Although there was some evidence to support an increased risk of PTSD symptoms among female and younger ICU patients, the association was not nearly as strong as what the authors expected based on general psychiatric literature, Davydow said.

“Demographics don’t seem to play as much of a role in this population, as opposed to having a prior history of depression or anxiety and what happens in the ICU itself,” Davydow said.

James Jackson, Psy.D, a research assistant professor of medicine and psychiatry at Vanderbilt University Medical Center, called the review a thoughtful and exhaustive summary of the relevant research on PTSD in ICU survivors, but said that the evidence is too tentative to recommend one particular medical intervention over another.

One of the review’s limitations, which the authors acknowledge, is that the majority of the included studies used screening questionnaires to identify PTSD symptoms, Jackson said.

“Screening tools are not really the gold standard for PTSD assessment.
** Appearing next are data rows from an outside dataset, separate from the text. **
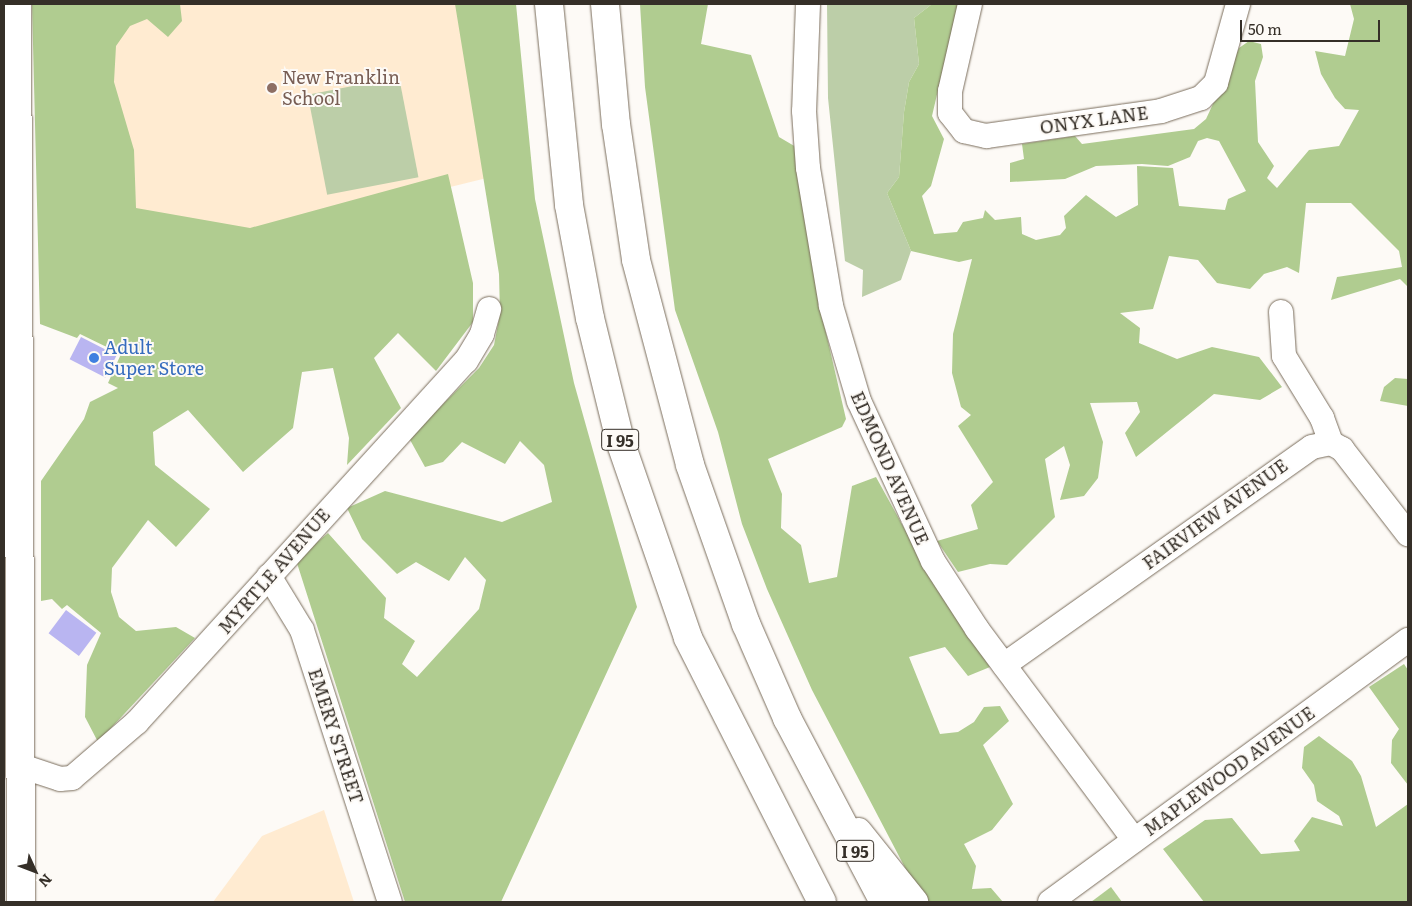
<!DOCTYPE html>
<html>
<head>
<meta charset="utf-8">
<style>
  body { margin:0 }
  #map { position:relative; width:1412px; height:906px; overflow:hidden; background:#fdfaf6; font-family:Literata,serif }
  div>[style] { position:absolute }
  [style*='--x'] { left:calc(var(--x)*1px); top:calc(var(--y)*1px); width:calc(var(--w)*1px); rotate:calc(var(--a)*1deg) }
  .built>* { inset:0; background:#ffebd1 }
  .green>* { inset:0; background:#bccea8; transform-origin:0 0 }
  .forest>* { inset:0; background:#b0cc90 }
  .building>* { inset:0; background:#b9b5f1; transform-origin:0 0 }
  .roads { filter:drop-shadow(0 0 1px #7a6d5c) drop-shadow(0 0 1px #7a6d5c) }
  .minor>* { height:24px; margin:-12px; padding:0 12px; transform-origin:12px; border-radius:12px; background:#fff }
  .major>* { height:28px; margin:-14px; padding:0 14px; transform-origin:14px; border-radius:14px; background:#fff }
  .highway>* { height:28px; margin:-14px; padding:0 14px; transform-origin:14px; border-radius:14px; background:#fff }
  .dots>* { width:14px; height:14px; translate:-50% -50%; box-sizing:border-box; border:2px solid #fdfaf6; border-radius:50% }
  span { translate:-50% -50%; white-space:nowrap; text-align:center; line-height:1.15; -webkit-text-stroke:4px #fdfaf6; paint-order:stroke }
  .shield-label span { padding:1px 4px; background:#fdfaf6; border:1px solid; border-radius:4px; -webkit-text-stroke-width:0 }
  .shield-label { font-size:16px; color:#352f28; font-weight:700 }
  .education-label { font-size:18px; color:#785e54 }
  .left { translate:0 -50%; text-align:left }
  .street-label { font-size:18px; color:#352f28 }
  .shop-label { font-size:18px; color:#366cbe }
  .frame { position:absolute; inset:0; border:5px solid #352f28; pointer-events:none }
  .north { position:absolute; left:10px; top:846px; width:50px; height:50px; -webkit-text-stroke:4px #fdfaf6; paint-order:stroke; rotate:133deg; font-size:14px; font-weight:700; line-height:20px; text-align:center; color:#352f28 }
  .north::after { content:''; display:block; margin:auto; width:18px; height:22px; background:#352f28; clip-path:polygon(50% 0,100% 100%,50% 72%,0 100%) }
  .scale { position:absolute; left:1240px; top:20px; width:140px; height:22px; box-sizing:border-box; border:2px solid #352f28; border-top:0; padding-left:6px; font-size:15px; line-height:18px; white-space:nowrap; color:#352f28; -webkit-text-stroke:4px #fdfaf6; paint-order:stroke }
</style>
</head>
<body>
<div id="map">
  <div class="built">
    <i style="clip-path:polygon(59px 4px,468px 4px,507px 173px,256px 235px,137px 214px)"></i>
    <i style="clip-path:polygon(324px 810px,354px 902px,213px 902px,262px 836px)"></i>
  </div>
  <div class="green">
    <i style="clip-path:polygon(827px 4px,932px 4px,914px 18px,919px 64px,909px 82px,904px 112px,899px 177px,887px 193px,911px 251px,901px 280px,862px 297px,863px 270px,845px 261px,828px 98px)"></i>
    <i style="left:399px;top:77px;width:102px;height:93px;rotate:79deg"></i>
  </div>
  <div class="forest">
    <i style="clip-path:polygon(32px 4px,180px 4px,182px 21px,168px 37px,147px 19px,130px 26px,116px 46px,114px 82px,134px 150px,136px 208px,250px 228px,448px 174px,473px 283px,473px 322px,436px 371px,398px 333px,374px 358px,401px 408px,347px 465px,349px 438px,333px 368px,302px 372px,293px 428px,243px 472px,188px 410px,153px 432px,155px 465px,210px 509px,176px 547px,148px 520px,112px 568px,111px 592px,119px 617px,136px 631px,176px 627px,195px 638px,98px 742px,85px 717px,87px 665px,101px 633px,67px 605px,62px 609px,52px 599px,41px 601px,41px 481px,84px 419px,90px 402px,118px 388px,108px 383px,121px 354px,80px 334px,77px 338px,40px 324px)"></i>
    <i style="clip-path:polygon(455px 4px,516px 4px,535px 199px,574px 383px,637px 607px,501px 902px,405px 902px,296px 560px,328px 533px,386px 598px,384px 618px,415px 641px,402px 664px,417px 677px,479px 609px,486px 580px,465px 557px,449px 581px,416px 562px,397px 574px,362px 539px,347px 508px,385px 491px,502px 522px,552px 502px,544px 465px,520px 441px,505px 464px,462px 442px,443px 462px,425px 467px,409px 438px,479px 368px,494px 345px,500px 314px,499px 274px)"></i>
    <i style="clip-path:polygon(640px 4px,708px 4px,701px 44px,751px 55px,779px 137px,796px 147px,817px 294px,846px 419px,842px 427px,768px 459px,782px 494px,781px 528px,801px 545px,809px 583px,837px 577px,852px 486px,876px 477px,926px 568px,990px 667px,968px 676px,945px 647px,909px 657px,940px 734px,958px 732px,974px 722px,984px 707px,1000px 706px,1009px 721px,983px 745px,1013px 804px,992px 830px,964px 844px,976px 866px,972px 889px,991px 888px,1003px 902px,923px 902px,812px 690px,767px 589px,742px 524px,718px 432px,675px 310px,645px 87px)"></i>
    <i style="clip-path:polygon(932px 4px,958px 4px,932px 116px,944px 139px,931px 186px,922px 196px,934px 234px,957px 232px,963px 222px,983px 218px,985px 210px,995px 220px,1021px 217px,1022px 234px,1036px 240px,1060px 235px,1066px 228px,1064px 216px,1086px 195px,1116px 217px,1138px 205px,1137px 166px,1173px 168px,1179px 206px,1225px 210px,1228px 199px,1246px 191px,1219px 141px,1207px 138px,1198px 141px,1190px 157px,1168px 166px,1142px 164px,1096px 166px,1065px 179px,1010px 182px,1010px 163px,1024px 159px,1022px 144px,1075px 136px,1082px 144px,1194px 129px,1206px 119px,1239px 48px,1249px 41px,1261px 44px,1263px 57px,1255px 81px,1258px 142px,1274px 166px,1267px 178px,1277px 188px,1309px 150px,1339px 146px,1359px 110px,1345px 109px,1335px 98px,1321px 74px,1315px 51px,1345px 56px,1354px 19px,1350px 4px,1408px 4px,1408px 287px,1400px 279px,1331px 300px,1337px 277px,1402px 267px,1399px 251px,1351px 203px,1306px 203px,1299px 273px,1287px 267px,1264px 274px,1250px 289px,1217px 283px,1198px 260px,1169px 256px,1153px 309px,1120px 313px,1140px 328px,1139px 343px,1177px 359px,1212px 347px,1259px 357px,1282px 387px,1260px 400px,1214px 394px,1136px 457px,1125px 433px,1140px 412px,1137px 402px,1090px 403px,1103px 442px,1098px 478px,1084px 496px,1060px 500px,1070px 465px,1064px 446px,1045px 459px,1055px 517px,1007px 565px,990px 564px,958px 572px,937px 541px,978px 529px,971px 505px,993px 482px,958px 426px,971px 415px,961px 407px,952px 373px,953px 334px,972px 259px,959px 262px,911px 251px,887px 193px,899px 177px,904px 112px,909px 82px,919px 64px,914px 18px)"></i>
    <i style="clip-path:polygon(1395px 378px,1408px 379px,1408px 406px,1380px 401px,1384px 387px)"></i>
    <i style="clip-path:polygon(1404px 664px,1408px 670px,1408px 785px,1391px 763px,1392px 740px,1399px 729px,1369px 687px)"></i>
    <i style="clip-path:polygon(1319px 736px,1352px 761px,1361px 776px,1376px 827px,1408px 804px,1408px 902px,1204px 902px,1163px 849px,1205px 820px,1232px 818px,1261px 854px,1300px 851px,1294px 841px,1312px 817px,1343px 826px,1339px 816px,1317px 801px,1314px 785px,1302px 768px,1304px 747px)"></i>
    <i style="clip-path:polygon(1111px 887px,1122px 902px,1091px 902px)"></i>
  </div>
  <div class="building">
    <i style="left:81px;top:337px;width:40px;height:25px;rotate:27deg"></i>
    <i style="left:66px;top:610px;width:38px;height:29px;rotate:37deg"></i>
  </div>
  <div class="roads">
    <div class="minor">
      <i style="--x:808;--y:4;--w:107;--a:92.1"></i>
      <i style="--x:804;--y:111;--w:57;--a:86"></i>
      <i style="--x:808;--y:168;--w:140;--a:80.5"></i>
      <i style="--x:831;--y:306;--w:99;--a:73.6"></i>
      <i style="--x:859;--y:401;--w:176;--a:65.2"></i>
      <i style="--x:933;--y:561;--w:81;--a:57.1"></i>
      <i style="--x:977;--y:629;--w:263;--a:53.3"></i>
      <i style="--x:970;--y:4;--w:89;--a:102.9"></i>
      <i style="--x:950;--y:91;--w:22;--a:90"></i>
      <i style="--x:950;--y:113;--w:23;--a:52"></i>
      <i style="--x:964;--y:131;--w:23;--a:13"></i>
      <i style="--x:986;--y:136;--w:177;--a:-8.1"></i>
      <i style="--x:1161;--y:111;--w:42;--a:-18"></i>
      <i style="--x:1201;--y:98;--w:21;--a:-45"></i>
      <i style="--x:1216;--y:83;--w:82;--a:-74.4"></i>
      <i style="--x:1281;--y:312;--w:44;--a:86.1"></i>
      <i style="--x:1284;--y:356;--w:73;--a:58.5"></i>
      <i style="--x:1322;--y:418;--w:27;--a:70"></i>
      <i style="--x:269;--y:576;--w:63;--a:58.6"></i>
      <i style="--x:302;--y:630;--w:286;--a:72.1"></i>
      <i style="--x:1004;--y:665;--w:377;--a:-35.3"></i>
      <i style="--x:1312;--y:447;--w:19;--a:-12"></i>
      <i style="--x:1331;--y:443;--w:13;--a:29"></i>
      <i style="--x:1342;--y:449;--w:108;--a:52.2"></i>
      <i style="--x:21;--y:766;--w:41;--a:18.4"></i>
      <i style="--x:60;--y:779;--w:12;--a:-5"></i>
      <i style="--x:72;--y:778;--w:86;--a:-40.7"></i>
      <i style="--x:137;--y:722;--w:488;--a:-47.7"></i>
      <i style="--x:466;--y:361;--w:31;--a:-59"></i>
      <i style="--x:482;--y:334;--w:26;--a:-74"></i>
      <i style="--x:1050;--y:902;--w:444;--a:-36.2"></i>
    </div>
    <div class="major">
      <i style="--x:17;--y:4;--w:898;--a:89.74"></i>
    </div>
    <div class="highway">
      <i style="--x:549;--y:4;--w:202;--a:84.3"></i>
      <i style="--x:569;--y:205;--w:115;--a:79.5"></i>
      <i style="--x:590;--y:318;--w:130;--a:76.2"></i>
      <i style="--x:621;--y:444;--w:205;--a:70.9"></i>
      <i style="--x:688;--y:638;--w:296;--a:63.1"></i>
      <i style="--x:605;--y:4;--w:121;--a:84.8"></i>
      <i style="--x:616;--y:124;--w:137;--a:81.6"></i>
      <i style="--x:636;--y:260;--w:212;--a:75.2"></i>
      <i style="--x:690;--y:465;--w:169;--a:70.6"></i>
      <i style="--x:746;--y:624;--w:103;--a:66.4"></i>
      <i style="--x:787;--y:718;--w:208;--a:62.2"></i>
      <i style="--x:858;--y:832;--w:90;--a:51.3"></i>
    </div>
  </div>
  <div class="dots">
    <i style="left:272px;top:88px;background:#8d6e63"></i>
    <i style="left:94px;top:358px;background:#3f7fe0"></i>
  </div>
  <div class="shield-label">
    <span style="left:620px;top:440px">I 95</span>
    <span style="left:855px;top:851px">I 95</span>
  </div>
  <div class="education-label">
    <span class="left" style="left:282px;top:88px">New Franklin<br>School</span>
  </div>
  <div class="street-label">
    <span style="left:1094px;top:120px;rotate:-8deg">ONYX LANE</span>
    <span style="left:890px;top:468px;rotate:66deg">EDMOND AVENUE</span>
    <span style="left:1215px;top:514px;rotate:-36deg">FAIRVIEW AVENUE</span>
    <span style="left:274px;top:571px;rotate:-49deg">MYRTLE AVENUE</span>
    <span style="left:336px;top:736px;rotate:72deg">EMERY STREET</span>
    <span style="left:1229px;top:771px;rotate:-36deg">MAPLEWOOD AVENUE</span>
  </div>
  <div class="shop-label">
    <span class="left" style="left:104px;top:358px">Adult<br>Super Store</span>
  </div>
  <div class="frame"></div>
  <div class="north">N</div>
  <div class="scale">50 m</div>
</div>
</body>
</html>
They tell you symptoms or probable PTSD. It is a misnomer that you could arrive at a diagnosis simply by using a screening tool,” Jackson said.

“Even if [participants’] symptoms meet the criteria for PTSD, but they’re functioning fully on the job, with family and at leisure, then by definition they can’t have PTSD,” Jackson said. As a result, “We really don’t have a sense of the pervasiveness or magnitude of functional impairment due to PTSD symptoms in ICU survivors.”

The best action for health care providers is thoughtfully to prepare families for the possibility that their loved one could have psychological difficulties, including problems with anxiety and PTSD after an ICU stay, Jackson said.

“If you or your loved one develops these symptoms –such as nightmares, avoidance and anxiety – seek a consultation with a clinical psychiatrist. There is some real value to early intervention,” Jackson said.

The National Institutes of Health and the Canadian Institutes of Health Research provided funding support to reviewers.